JSAT encapsulates this functionality into a VectorCollection, so that the algorithm using this functionality can be independent of how this is done.

The naive way to do this, is of course, to linearly scan through the whole collection each time a request is made. The distance is computed for every point in the data set, and the points that matched are returned. If we have $n$ points, this clearly takes $O(n)$ time. There are also some unfortunate theoretical results about this. Given an arbitrary set of points in an arbitrary dimension, $O(n)$ is the theoretical best we can do.

However, theory and practice rarely match up. Despite this result, we can get an improvement on many data sets. The most important factor of whether we do beat this result though is how high the dimension of our data set is. For problems of this nature, 10 is sadly a fairly high dimension. Too high often for the first method I will talk about, KD-Trees.

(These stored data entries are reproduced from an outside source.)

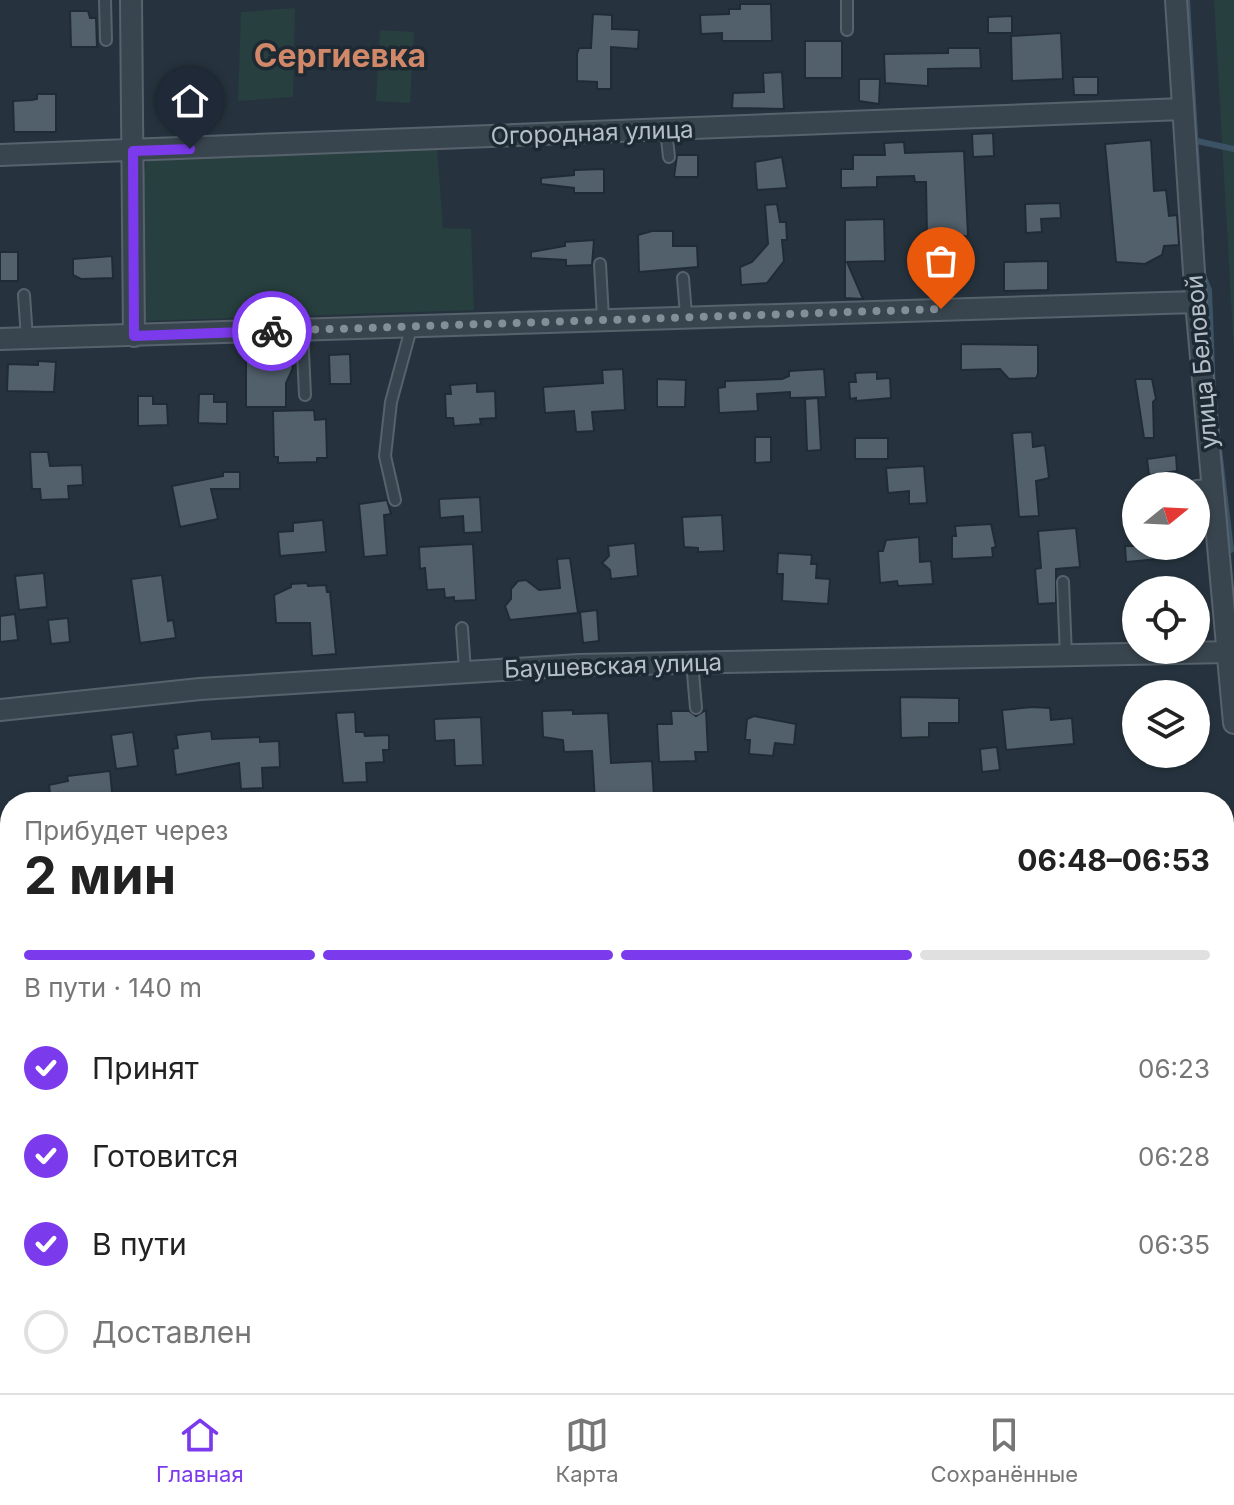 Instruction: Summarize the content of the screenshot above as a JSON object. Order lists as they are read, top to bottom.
{
  "streets": {
    "street": ["Огородная улица", "улица Беловой", "Баушевская улица"]
  },
  "crossings": [
    ["Огородная улица", "улица Беловой"],
    ["улица Беловой", "Баушевская улица"]
  ],
  "districts": ["Сергиевка"],
  "north": "right",
  "page": {
    "heading": ["2 мин", "Прибудет через", "06:48–06:53"],
    "bar": "В пути · 140 m",
    "list": [
      ["Принят", "06:23"],
      ["Готовится", "06:28"],
      ["В пути", "06:35"],
      "Доставлен"
    ],
    "tabs": ["Главная", "Карта", "Сохранённые"]
  }
}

KD-Tree stands for K-Dimensional tree, and is a very popular algorithm. It recursively splits the space along one of the axis. By selecting the split so that half of the points fall on one side of the plain, and the other half on the opposite side, it hopes to allow you to ignore whole portions of the space. If you cut out half at every step, you have to go down $O(\log n)$ trees to reach the bottom, which will hopefully be the nearest neighbor. Which axis to split? Well, you can just iterate through the axis in order, or select the axis with the most variance.

The intuition is fairly simple, but unfortunately - KD-trees only work well for small dimensions, usually less than 10. Part of the reason is because we split on axis, which are fixed, and can not adjust to the data at hand. When the dimensions get large, we may not even have enough points to even use all the axis, leaving a large amount of work left at the terminal nodes. When the stack then comes back up, the triangle inequality forces it to explore the other branches, unable to prune them out. Because of this extra work, KD-trees can be even slower than the naive algorithm. Selecting the attribute with the most variance also stops being helpful, as the variance is also constrained to the axis, which means it can't capture the true variance, and will result in noisy selection of the attribute to split on.

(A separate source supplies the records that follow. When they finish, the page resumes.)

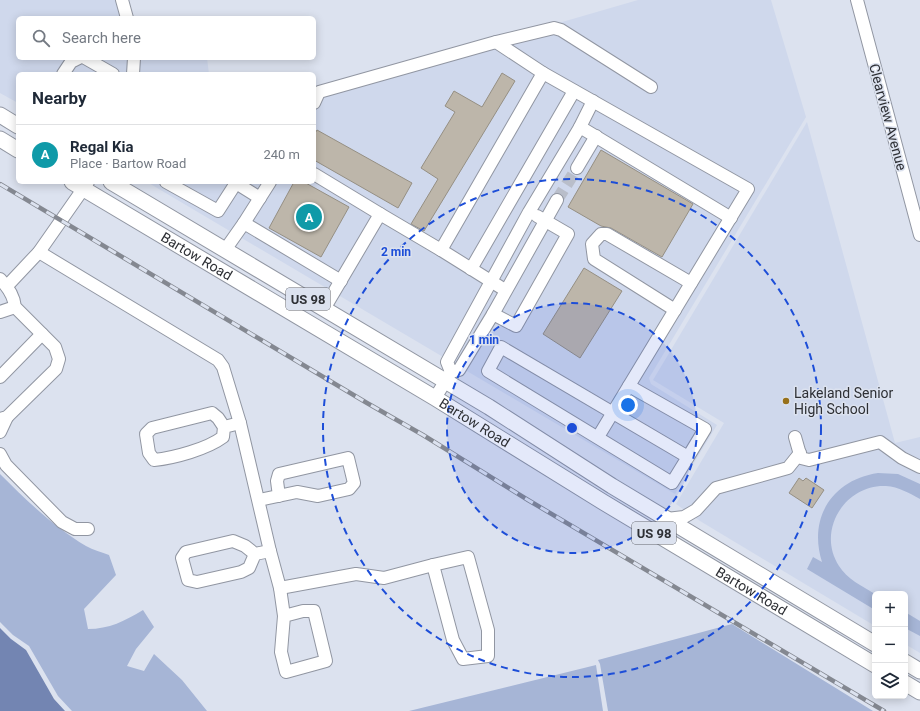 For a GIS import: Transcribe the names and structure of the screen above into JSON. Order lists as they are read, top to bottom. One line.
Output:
{"streets":{"main road":["Bartow Road","US 98"],"street":["Clearview Avenue"]},"places":["Lakeland Senior High School"],"page":{"search":"Search here","heading":"Nearby","list":[{"mark":"A","name":"Regal Kia","note":"Place · Bartow Road","value":"240 m"}],"pins":"A","map_buttons":["+","−"]},"rings":["2 min","1 min"]} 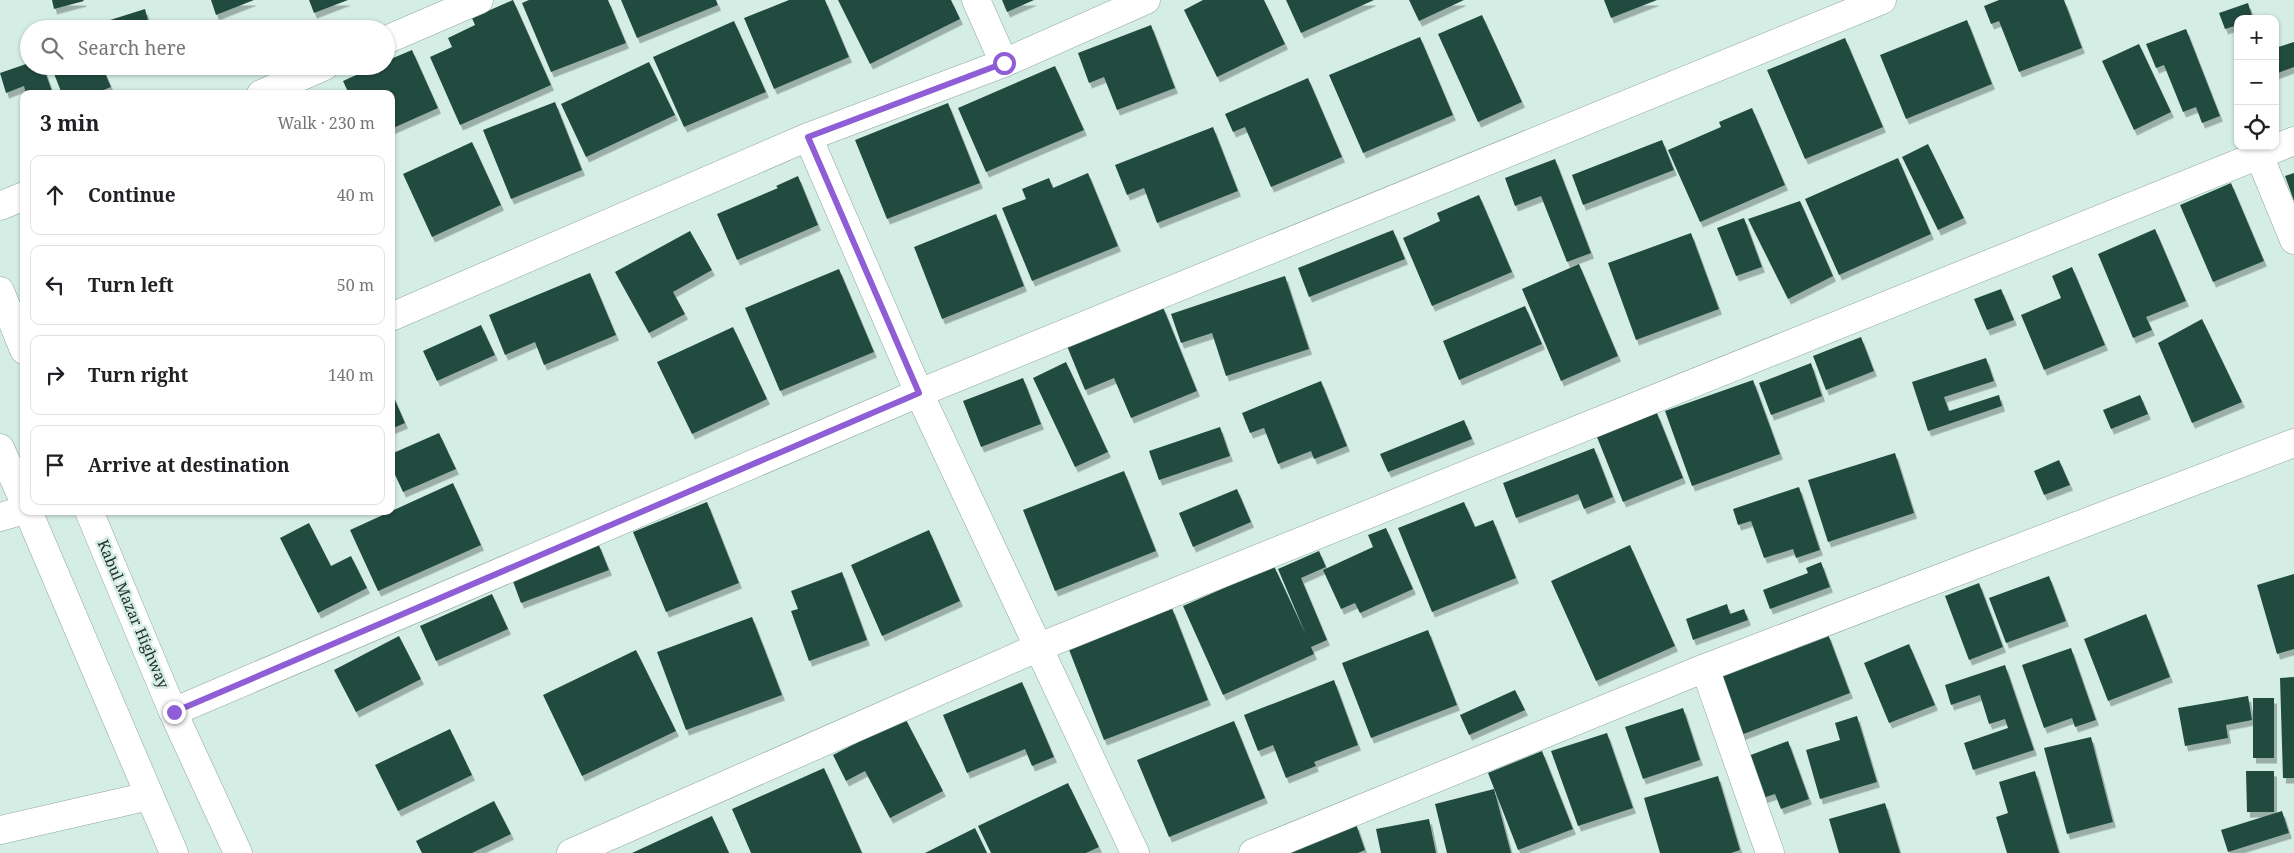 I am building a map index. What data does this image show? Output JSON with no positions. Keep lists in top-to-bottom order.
{
  "streets": {
    "main road": ["Kabul Mazar Highway"]
  },
  "page": {
    "map_buttons": ["+", "−"],
    "search": "Search here",
    "heading": ["3 min", "Walk · 230 m"],
    "list": [
      ["Continue", "40 m"],
      ["Turn left", "50 m"],
      ["Turn right", "140 m"],
      "Arrive at destination"
    ]
  }
}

The next method I like, which is not widely used, are Vantage Point Trees (VP-trees). The logic is very similar, but the method is more general but also more expensive to build. At each level, a point from the data set is selected to tbe the Vantage Point ,the idea being it will have sight to all the other points at its node. The distance from each point to the VP is computed, and they are then sorted. The median value is selected as the splitting value, and two sub trees are formed. This median value is a radius, and we have formed a circle. Inside the radius are the points closer to the VP, and outside are the points farther. Again, we can see the halving gets us a tree with $O(\log n)$ depth. We then use the triangle inequality to prune out inner and outer sides, hopefully answering queries in $O(\log n)$ time.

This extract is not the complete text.